Getting the most from one rose… is another little tradition we have in our home! The object with roses (or any flowers) is to grow enough variety and plenty of them to “share with “not only the outside” but the inside of the home as well.” Pick your favorite fragrance and if treated correctly, the flowers will last for a couple of weeks if not longer.
Here’s my routine:
- When cutting a rose stem, keep looking down the stem until you find a shoot that has five leaves on it. Cut the stem just above that point. If there aren’t any with five leaf shoots, then find a three leaf. The object is not to cut the stem in the middle (between leaves, it should be just above a leaf section so it can obtain its best regrowth.
- Before putting the stems in a vase, take off all but the top leaves (just so none are in the water) and then cut the stem at an angle to the length you want while holding it under warm water.
- I like to add a stem of leaves from any tree or bush to the vase.
- Fill your vase with warm water and enjoy!! I add more warm water every other day or so to keep the water clean. Keeps flowers fresher and avoids any odor.
For me, that’s early Fall… then come leaves! That won’t be long now!
When the rose has opened up (not wilting) completely:
- Take from the vase and re-cut the stem under warm water to about one inch. It can be less… just as long as it can reach the water.
- Place in an appropriate small bowl filled with warm water so it can float. Add as many roses or other flowers the same way.
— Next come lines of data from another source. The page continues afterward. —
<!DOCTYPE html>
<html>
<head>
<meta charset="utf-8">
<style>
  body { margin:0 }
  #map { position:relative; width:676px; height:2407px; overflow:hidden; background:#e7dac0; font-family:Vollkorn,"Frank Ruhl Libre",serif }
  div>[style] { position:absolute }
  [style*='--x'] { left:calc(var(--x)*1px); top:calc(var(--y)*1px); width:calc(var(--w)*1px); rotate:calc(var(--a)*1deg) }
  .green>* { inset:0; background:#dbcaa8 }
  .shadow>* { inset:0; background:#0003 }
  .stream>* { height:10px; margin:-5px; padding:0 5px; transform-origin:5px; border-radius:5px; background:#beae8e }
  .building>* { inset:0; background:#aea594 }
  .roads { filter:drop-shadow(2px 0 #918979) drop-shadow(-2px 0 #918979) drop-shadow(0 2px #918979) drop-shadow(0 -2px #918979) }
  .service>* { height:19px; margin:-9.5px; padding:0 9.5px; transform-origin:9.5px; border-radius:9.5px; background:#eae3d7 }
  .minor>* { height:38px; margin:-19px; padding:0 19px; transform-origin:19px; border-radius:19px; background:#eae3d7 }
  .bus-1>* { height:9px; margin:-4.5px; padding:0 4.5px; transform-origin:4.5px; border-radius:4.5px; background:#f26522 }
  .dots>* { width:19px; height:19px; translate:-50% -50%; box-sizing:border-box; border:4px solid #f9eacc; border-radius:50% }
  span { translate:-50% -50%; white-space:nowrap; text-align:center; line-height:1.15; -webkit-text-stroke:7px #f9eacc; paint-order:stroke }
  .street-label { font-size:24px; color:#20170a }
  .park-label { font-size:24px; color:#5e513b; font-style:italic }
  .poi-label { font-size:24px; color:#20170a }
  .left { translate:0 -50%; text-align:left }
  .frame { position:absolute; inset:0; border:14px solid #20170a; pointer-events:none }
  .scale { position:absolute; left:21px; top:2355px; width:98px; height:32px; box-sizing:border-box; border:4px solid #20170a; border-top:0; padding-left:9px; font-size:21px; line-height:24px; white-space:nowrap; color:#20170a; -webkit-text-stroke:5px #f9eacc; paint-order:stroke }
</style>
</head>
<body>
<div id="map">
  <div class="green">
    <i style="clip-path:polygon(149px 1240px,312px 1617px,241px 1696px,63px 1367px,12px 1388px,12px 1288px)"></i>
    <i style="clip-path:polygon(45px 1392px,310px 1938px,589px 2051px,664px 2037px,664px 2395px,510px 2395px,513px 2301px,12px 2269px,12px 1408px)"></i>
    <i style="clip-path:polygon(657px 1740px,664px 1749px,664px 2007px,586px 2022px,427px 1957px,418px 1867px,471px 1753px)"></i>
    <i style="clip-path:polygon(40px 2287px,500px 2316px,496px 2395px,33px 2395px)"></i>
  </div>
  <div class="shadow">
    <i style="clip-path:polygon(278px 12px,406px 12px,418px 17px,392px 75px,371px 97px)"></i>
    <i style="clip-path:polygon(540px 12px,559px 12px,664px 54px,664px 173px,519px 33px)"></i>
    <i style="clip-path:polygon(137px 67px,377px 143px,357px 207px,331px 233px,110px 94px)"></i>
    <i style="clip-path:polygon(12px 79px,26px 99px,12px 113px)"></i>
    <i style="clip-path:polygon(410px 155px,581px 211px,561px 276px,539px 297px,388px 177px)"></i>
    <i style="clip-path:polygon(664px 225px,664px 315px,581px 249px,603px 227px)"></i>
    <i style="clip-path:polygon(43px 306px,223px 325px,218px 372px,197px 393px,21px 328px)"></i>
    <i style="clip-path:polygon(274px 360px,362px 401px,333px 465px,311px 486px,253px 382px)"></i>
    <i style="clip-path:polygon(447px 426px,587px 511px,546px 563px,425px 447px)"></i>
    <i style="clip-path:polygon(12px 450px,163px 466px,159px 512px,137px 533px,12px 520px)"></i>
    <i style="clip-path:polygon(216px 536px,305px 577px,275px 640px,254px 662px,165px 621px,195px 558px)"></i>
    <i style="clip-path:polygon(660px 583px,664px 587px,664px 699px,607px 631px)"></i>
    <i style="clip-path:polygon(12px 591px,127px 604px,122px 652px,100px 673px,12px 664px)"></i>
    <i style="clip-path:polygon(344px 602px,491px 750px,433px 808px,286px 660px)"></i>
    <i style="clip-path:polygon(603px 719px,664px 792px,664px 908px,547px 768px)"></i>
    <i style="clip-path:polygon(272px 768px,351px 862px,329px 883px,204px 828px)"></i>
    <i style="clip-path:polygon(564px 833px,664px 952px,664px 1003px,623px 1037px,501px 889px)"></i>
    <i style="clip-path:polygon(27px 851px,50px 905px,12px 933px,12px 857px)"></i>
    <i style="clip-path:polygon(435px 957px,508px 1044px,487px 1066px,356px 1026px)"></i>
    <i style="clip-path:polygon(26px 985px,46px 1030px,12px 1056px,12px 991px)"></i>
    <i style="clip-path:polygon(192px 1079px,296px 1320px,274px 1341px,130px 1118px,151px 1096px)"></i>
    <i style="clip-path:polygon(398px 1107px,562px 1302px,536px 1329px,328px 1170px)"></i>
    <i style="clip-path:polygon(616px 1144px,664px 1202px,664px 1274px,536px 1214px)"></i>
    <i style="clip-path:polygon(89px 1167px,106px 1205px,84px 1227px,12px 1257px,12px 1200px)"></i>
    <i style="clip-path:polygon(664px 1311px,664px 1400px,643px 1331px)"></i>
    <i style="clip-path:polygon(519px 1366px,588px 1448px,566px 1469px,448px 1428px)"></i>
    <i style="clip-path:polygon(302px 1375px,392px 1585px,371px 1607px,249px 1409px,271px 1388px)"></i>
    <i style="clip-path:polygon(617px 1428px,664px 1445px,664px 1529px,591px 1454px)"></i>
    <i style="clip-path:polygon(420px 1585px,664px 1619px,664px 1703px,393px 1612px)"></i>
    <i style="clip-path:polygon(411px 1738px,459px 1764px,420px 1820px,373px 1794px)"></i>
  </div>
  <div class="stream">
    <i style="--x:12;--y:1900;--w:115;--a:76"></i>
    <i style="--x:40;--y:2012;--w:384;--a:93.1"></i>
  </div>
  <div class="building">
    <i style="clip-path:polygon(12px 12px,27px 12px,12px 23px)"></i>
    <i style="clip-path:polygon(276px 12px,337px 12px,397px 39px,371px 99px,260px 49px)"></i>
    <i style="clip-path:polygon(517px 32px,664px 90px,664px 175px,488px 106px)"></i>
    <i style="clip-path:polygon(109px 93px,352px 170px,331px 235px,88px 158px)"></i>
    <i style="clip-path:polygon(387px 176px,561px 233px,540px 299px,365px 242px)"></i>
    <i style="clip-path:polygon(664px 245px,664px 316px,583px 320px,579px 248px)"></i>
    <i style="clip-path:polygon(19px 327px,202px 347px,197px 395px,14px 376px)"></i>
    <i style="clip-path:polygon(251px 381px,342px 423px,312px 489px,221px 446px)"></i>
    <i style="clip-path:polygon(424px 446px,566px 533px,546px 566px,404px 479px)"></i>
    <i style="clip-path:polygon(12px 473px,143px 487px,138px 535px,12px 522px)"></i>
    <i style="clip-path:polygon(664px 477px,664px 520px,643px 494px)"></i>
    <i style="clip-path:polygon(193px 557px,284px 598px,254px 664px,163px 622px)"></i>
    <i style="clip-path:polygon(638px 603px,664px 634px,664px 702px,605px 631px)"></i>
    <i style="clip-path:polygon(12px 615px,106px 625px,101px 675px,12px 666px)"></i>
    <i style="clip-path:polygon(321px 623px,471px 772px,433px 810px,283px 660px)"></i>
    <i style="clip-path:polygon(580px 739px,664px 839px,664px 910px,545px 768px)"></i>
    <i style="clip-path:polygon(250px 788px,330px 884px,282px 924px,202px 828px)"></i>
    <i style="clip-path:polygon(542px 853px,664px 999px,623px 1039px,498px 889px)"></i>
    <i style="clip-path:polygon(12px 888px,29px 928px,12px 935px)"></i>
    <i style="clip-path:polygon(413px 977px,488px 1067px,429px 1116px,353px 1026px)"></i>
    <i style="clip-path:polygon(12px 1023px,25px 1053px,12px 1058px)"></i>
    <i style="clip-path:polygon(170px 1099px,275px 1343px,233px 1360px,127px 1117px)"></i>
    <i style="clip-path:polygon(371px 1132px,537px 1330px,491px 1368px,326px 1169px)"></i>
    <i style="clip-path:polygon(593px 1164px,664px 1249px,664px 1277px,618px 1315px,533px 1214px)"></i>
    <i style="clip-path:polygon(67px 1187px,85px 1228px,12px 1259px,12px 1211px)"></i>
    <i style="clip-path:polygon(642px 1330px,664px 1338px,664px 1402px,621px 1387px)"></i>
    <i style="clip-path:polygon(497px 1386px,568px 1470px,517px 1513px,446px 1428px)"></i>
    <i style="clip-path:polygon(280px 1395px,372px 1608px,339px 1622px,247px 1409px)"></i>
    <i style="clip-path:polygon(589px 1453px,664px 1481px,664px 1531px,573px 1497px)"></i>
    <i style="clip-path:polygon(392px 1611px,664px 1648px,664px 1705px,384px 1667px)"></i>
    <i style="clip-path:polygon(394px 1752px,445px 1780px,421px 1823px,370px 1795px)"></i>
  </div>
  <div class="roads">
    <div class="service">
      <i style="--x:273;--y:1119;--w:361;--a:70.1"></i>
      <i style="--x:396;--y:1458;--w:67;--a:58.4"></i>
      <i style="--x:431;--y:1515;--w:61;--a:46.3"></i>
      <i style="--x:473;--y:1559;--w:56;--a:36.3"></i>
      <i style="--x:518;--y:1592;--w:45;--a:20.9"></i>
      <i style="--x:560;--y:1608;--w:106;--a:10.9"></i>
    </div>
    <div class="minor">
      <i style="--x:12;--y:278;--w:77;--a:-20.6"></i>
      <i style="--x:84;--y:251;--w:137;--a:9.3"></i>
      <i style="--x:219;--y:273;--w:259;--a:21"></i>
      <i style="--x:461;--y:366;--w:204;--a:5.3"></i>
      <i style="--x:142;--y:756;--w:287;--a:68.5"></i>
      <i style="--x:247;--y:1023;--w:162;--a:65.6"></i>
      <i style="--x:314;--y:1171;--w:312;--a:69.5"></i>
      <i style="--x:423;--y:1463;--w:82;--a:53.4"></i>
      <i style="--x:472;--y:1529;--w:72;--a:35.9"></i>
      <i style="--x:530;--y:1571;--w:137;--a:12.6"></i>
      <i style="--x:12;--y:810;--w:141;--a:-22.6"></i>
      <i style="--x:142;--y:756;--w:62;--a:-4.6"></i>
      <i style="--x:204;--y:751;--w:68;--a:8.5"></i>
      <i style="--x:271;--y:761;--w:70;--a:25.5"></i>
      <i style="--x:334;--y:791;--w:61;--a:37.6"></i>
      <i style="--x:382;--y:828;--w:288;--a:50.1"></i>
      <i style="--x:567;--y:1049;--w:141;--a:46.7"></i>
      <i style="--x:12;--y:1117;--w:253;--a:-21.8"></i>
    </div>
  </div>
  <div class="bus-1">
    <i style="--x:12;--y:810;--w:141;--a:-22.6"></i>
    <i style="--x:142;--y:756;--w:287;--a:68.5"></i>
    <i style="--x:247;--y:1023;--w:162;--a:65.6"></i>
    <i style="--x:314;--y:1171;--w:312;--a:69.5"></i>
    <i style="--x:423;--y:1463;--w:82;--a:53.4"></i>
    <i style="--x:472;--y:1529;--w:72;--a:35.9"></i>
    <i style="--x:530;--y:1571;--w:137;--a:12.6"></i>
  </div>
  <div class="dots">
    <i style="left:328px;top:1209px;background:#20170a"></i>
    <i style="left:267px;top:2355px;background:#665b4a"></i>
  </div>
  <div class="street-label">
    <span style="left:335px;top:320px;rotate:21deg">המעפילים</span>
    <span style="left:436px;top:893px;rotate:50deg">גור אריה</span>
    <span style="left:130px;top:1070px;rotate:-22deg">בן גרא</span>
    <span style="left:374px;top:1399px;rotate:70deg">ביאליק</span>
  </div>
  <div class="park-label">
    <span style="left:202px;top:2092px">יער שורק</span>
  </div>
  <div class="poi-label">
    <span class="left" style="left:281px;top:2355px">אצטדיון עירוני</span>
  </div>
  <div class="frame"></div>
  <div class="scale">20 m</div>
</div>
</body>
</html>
These flowers will last about another week.
When the petals start to fall off:
- Gently remove the rose from the dish and remove the petals putting them into another decorative dish or basket. They will stay fragrant even if wilted. This is the last step so I leave the old dried petals in the dish and put new ones in as I recycle them.
- Run your fingers carefully among the dried and the new to mix them. This step can last as long as you want it to. Just empty when ready to stop adding or to start afresh.